- **Activity**
Skip every picture while you write out the records below, from the first line through the one that contains "display:flex; align-items:center; gap:12px;", both ends kept.

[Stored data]
▬▬▬▬▬▬▬▬▬▬

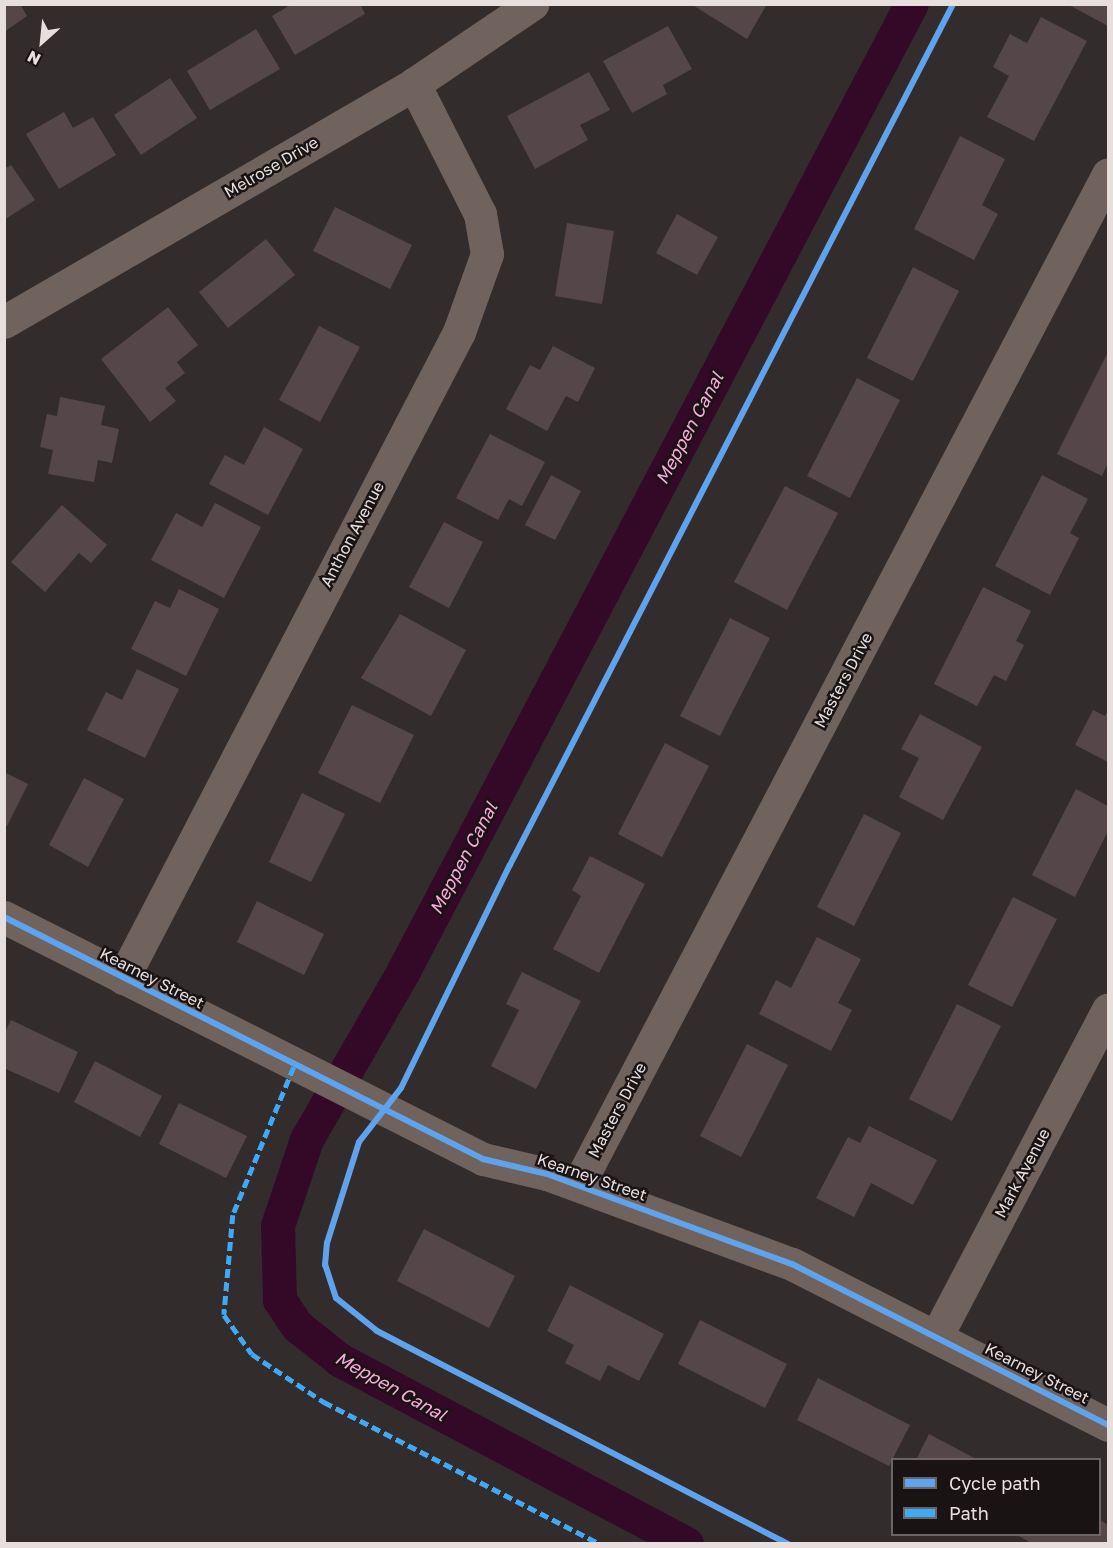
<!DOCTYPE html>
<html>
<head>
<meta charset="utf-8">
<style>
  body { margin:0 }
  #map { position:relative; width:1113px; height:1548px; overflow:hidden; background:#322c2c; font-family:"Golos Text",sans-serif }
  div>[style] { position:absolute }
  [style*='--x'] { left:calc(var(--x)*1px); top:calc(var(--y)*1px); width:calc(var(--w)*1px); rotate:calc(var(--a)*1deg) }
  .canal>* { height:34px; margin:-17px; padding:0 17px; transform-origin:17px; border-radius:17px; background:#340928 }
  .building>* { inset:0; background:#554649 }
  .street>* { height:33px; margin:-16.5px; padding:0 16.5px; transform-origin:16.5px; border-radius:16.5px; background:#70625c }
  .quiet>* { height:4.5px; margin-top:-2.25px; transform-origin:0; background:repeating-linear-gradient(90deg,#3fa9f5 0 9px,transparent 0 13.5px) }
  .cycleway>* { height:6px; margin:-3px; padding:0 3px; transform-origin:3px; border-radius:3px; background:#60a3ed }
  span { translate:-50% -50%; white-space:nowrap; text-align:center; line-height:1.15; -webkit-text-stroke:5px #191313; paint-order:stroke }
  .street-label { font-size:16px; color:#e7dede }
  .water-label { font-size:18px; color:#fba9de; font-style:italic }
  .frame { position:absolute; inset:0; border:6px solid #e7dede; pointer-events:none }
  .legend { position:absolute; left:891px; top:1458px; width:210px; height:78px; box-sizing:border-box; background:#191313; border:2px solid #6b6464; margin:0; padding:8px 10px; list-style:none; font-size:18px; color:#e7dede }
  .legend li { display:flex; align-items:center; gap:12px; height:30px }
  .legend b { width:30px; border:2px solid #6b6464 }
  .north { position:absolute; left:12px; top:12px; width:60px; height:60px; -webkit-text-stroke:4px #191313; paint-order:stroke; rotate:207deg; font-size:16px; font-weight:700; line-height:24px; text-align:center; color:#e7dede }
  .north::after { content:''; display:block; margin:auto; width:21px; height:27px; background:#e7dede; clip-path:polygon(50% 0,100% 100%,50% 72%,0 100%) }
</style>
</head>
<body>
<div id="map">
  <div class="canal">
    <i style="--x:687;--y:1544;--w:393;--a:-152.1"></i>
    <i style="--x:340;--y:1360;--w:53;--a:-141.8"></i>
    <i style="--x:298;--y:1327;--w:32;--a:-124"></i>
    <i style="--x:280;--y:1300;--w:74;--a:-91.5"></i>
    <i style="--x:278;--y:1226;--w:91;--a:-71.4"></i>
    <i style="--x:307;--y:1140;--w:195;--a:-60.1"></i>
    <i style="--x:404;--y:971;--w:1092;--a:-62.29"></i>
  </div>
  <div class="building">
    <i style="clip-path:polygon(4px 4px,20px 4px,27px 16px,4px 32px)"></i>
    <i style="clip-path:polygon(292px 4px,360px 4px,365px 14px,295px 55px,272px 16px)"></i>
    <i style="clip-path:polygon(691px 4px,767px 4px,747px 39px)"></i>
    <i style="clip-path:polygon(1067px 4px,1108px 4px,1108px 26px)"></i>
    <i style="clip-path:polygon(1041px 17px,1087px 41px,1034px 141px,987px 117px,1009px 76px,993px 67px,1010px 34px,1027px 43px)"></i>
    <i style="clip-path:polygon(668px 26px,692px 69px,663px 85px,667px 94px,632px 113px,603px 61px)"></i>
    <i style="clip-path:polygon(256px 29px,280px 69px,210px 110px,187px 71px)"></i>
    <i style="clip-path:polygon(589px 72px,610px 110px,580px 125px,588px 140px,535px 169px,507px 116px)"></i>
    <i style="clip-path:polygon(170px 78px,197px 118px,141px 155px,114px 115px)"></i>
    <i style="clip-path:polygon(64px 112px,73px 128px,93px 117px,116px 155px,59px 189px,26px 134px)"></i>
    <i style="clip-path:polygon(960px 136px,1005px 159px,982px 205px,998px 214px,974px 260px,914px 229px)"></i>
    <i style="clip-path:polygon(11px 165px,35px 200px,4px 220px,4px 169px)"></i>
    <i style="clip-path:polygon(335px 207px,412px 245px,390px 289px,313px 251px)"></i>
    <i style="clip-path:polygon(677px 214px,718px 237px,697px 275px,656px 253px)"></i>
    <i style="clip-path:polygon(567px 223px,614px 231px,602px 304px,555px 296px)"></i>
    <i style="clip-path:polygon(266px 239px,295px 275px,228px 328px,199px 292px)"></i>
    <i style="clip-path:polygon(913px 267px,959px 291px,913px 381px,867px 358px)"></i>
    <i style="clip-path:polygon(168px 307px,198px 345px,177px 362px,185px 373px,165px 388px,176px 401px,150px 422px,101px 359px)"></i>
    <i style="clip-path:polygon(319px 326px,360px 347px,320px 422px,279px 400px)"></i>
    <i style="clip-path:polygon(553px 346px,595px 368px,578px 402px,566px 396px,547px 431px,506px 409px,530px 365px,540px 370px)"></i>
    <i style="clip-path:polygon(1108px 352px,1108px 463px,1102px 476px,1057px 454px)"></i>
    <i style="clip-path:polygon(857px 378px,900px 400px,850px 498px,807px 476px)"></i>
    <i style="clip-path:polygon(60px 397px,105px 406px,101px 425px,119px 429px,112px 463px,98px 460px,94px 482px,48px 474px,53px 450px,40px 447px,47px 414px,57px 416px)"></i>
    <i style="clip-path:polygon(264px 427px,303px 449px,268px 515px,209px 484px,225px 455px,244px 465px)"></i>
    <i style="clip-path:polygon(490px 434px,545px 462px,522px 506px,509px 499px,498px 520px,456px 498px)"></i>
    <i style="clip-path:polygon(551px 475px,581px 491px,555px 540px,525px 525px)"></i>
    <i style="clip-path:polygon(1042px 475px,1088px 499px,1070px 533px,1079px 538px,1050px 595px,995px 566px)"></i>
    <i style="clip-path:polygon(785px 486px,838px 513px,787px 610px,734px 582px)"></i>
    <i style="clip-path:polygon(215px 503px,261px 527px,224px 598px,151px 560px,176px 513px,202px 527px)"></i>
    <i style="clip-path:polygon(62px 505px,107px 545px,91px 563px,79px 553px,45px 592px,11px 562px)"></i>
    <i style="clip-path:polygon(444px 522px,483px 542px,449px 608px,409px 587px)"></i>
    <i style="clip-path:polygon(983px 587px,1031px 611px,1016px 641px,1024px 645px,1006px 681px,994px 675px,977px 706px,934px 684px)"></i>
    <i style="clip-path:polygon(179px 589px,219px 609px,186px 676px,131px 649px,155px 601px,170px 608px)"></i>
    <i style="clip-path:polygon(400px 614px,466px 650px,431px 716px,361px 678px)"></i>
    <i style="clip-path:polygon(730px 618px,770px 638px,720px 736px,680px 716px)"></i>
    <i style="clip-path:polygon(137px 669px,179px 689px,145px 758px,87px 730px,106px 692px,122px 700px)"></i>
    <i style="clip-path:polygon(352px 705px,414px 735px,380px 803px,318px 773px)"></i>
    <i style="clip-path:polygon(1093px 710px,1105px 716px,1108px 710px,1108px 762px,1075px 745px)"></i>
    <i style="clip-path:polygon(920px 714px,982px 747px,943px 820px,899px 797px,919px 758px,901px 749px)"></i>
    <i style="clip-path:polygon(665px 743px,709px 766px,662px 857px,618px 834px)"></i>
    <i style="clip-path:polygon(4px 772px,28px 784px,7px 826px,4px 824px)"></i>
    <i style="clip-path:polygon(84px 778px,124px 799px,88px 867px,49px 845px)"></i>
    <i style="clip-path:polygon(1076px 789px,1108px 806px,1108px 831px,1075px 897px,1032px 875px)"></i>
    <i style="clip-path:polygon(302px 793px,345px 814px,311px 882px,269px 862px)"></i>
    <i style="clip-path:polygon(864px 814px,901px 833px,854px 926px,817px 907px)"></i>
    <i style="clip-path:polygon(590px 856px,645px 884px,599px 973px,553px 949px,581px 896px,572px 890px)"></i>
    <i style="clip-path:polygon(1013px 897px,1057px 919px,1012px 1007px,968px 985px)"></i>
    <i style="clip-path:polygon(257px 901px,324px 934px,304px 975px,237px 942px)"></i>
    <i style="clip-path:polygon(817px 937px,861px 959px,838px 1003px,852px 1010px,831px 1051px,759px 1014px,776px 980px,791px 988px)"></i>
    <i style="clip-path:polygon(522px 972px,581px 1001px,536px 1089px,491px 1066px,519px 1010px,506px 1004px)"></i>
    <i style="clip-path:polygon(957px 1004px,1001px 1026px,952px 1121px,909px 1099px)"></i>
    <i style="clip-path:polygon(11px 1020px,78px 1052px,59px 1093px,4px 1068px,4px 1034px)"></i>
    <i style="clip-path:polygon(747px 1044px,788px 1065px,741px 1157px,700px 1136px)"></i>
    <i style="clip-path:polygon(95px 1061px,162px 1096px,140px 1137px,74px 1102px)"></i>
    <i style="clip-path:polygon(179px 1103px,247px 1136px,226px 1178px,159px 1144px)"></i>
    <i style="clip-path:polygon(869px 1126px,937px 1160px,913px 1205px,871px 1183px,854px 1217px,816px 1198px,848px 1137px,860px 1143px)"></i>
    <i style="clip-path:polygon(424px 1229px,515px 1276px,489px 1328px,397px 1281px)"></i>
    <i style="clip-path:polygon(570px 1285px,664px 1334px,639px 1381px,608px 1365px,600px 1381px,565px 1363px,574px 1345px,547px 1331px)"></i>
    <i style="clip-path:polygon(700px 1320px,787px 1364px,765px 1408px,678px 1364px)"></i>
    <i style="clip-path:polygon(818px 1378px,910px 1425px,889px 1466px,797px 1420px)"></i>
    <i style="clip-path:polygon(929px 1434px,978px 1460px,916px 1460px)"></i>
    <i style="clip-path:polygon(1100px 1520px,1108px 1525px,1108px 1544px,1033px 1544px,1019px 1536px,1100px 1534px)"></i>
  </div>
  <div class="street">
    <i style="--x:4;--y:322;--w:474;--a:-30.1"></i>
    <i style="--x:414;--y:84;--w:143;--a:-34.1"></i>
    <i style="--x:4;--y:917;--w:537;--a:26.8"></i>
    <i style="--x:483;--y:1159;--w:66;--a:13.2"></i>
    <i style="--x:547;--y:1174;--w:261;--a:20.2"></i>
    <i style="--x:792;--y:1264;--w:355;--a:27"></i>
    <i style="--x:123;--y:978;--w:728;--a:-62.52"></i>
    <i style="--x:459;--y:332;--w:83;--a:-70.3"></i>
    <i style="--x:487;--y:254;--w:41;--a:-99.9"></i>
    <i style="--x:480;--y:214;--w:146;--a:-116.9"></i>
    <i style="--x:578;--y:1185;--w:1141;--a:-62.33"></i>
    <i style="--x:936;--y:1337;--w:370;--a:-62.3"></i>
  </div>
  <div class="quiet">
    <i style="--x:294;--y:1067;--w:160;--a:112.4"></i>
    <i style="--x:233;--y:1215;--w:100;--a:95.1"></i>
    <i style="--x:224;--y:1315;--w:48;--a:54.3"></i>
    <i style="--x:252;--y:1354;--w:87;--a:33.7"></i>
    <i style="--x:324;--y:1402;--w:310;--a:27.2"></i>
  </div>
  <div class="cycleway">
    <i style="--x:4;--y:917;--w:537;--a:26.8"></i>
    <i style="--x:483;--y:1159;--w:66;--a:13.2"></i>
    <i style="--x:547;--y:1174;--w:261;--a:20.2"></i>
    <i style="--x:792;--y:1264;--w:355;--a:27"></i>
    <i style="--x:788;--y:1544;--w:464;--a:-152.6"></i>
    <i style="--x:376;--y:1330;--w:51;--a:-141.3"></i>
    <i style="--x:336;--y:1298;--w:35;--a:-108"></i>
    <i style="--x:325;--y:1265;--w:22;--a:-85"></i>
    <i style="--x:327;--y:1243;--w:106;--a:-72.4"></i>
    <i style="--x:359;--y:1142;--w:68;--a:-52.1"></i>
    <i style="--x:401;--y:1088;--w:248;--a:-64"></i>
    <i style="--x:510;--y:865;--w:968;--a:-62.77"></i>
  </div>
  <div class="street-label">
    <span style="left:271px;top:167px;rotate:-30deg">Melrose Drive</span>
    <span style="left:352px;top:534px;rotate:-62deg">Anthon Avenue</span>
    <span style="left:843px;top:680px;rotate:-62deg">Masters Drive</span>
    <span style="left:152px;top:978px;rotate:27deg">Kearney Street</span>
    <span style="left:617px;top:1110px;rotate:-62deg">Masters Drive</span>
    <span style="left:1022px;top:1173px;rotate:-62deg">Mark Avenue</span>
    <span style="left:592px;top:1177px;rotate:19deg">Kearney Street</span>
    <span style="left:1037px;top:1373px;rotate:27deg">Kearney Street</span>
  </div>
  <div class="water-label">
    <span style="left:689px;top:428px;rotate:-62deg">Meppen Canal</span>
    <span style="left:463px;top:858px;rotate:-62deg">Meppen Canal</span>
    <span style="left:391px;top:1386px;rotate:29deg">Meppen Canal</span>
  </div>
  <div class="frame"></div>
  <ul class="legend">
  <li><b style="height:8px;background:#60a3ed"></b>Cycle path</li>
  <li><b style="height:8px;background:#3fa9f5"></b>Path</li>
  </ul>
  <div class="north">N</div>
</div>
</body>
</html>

▬▬▬▬▬▬▬▬▬▬

- **Your solution**
<!DOCTYPE html>
<html>
<head>
<meta charset="utf-8">
<style>
  body { margin:0 }
  #map { position:relative; width:1113px; height:1548px; overflow:hidden; background:#322c2c; font-family:"Golos Text",sans-serif }
  div>[style] { position:absolute }
  [style*='--x'] { left:calc(var(--x)*1px); top:calc(var(--y)*1px); width:calc(var(--w)*1px); rotate:calc(var(--a)*1deg) }
  .canal>* { height:34px; margin:-17px; padding:0 17px; transform-origin:17px; border-radius:17px; background:#340928 }
  .building>* { inset:0; background:#554649 }
  .street>* { height:33px; margin:-16.5px; padding:0 16.5px; transform-origin:16.5px; border-radius:16.5px; background:#70625c }
  .quiet>* { height:4.5px; margin-top:-2.25px; transform-origin:0; background:repeating-linear-gradient(90deg,#3fa9f5 0 9px,transparent 0 13.5px) }
  .cycleway>* { height:6px; margin:-3px; padding:0 3px; transform-origin:3px; border-radius:3px; background:#60a3ed }
  span { translate:-50% -50%; white-space:nowrap; text-align:center; line-height:1.15; -webkit-text-stroke:5px #191313; paint-order:stroke }
  .street-label { font-size:16px; color:#e7dede }
  .water-label { font-size:18px; color:#fba9de; font-style:italic }
  .frame { position:absolute; inset:0; border:6px solid #e7dede; pointer-events:none }
  .legend { position:absolute; left:891px; top:1458px; width:210px; height:78px; box-sizing:border-box; background:#191313; border:2px solid #6b6464; margin:0; padding:8px 10px; list-style:none; font-size:18px; color:#e7dede }
  .legend li { display:flex; align-items:center; gap:12px; height:30px }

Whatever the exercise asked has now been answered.